Woah… We’re not even that far in and yet here already is a contender for 2013’s heaviest album from a band who have seemingly come out of nowhere. No mean start to the year I think you’ll agree.
If ever a band have chosen a name that encapsulates their nature, it has to be Primitive Man: this band is zero intellect music. I mean that in the best possible way here of course, it’s the sonic representation of our basest instincts, our most Neanderthal and brute characteristics set to a bleak metallic pummel. Arriving seemingly out of nowhere with a fully formed vision on this debut album, the Colorado based group offer up a pounding and utterly bleak take on the doom/sludge template.
Unafraid to speed up to a Discharge styled punk pace when the urge takes them or inject a startling experiment in darkened ambience, they’ve created an overwhelmingly nasty sound for themselves. Less bongs and wizards or 70s rock, the negativity and nihilism here appears to have roots more in the darkened recesses of the Bovine Records catalogue if anything (indeed the connection to grinders Clinging To The Trees Of A Forest Fire and Death Of Self suggest that might be intentional). The filthy production, the stomach churning guitar tone, the guttural bellowing vocals – everything here sounds utterly diseased.

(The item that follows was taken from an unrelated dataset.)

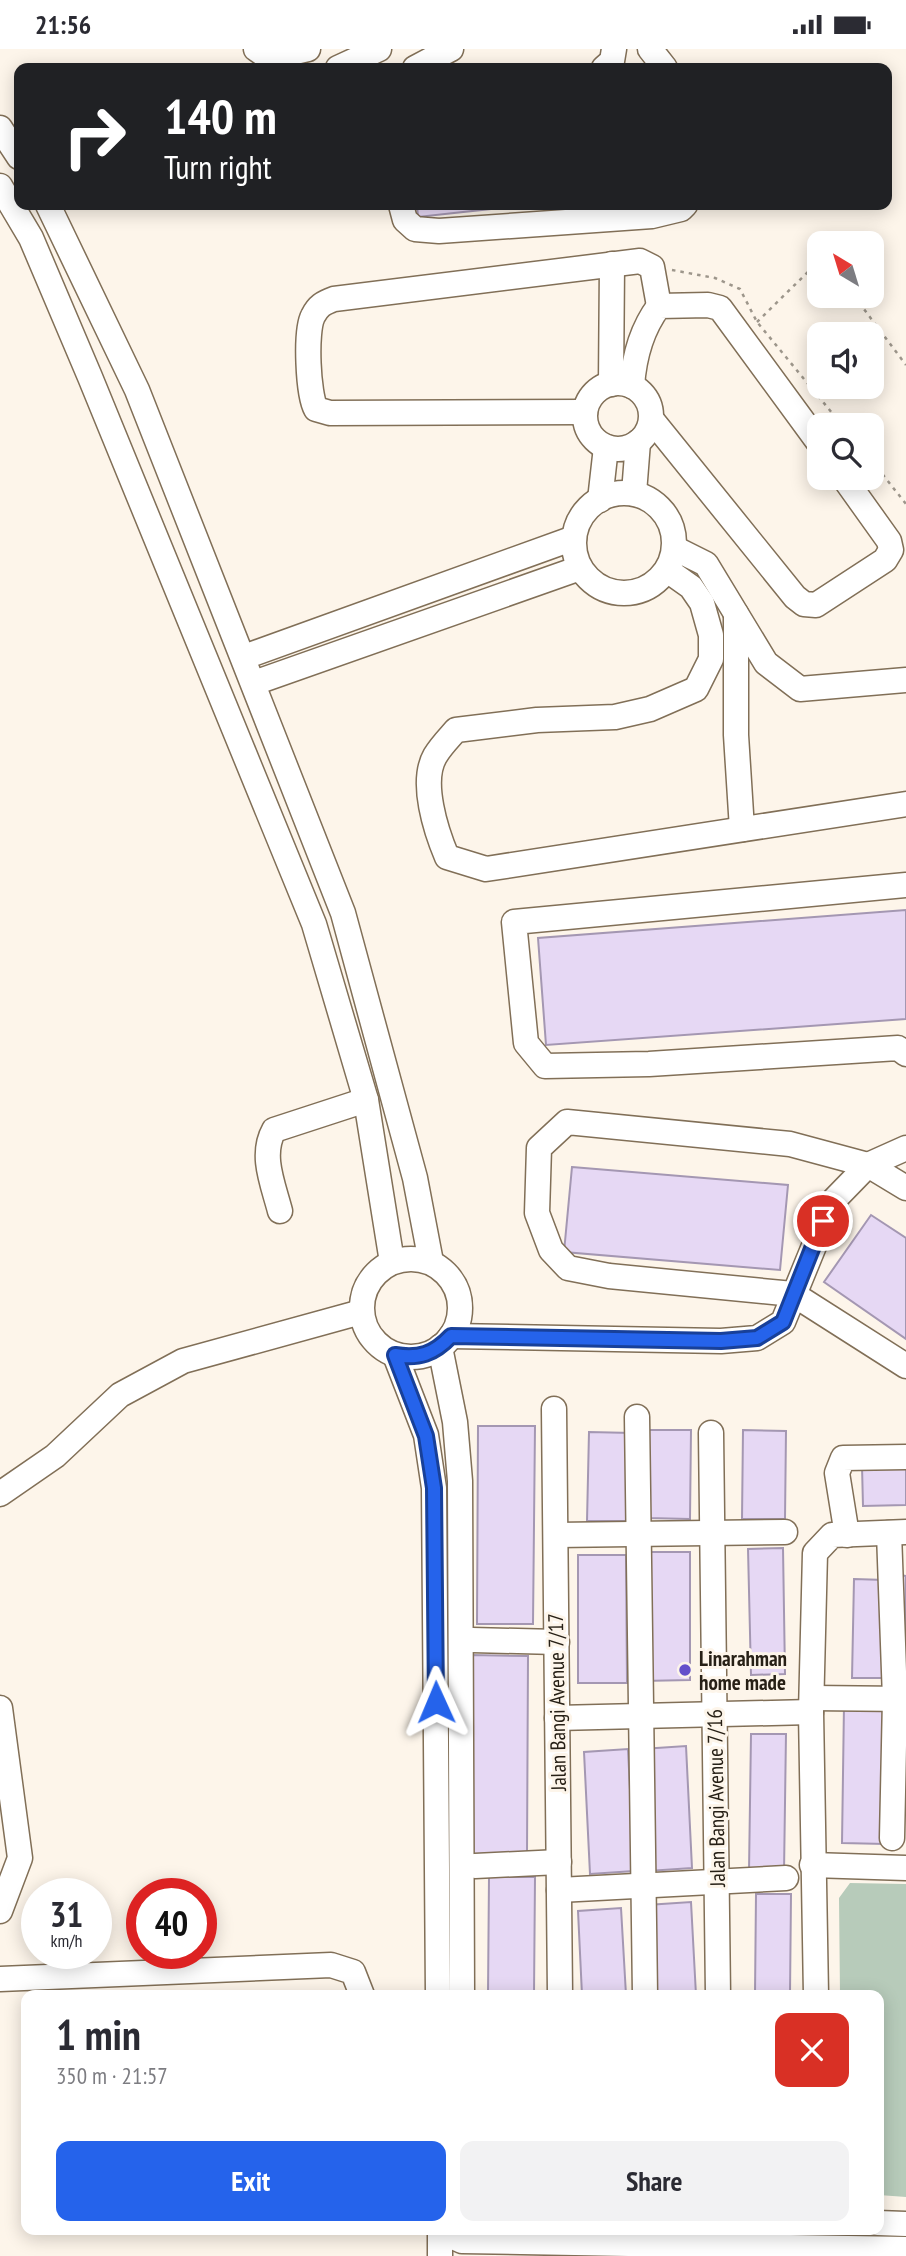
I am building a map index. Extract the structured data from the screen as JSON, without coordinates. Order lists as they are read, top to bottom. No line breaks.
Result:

Kicking off with the 11 minute title track is a ballsy move – it incorporates everything that’s great about the album in the space of one song: a monstrous but upbeat opening few minutes that segues into a lengthy passage of purgatorial sonic wallowing. Songs that follow like “Rags” and “Antietam” follow this super heavy and dismal path, but don’t simply repeat the steps – each song carries its own identity. And when they move into the SPK-like eerie industrialism of “I Can’t Forget” or the full on D Beat of “Stretched Thin”, it doesn’t feel like they’re veering off into unnecessary experiments – it feels like they’re just using different tools to add a different shade of grey to an already dark picture. And where most bands tend to peter out over the course of an album, the closing “Astral Sleep” opens with one of the best riffs on the album. Classy.
This sounds huge for a three piece. The guitars fill every inch of space, with open strings hanging over the grinding chords. The bass packs a punch to the gut and the drums slam down hard – the meatiness of the rhythm section combined with those clanging notes is almost dizzying at times. Vocally, we’re in grizzly bear territory that’s not a thousand miles away from Hevi of Corrupted.
An intense listen that definitely won’t be to everyone’s taste – but definitely a taste worth acquiring. I honestly can’t recommend this album enough and I’m excited to see what corners of hell they drag us to next.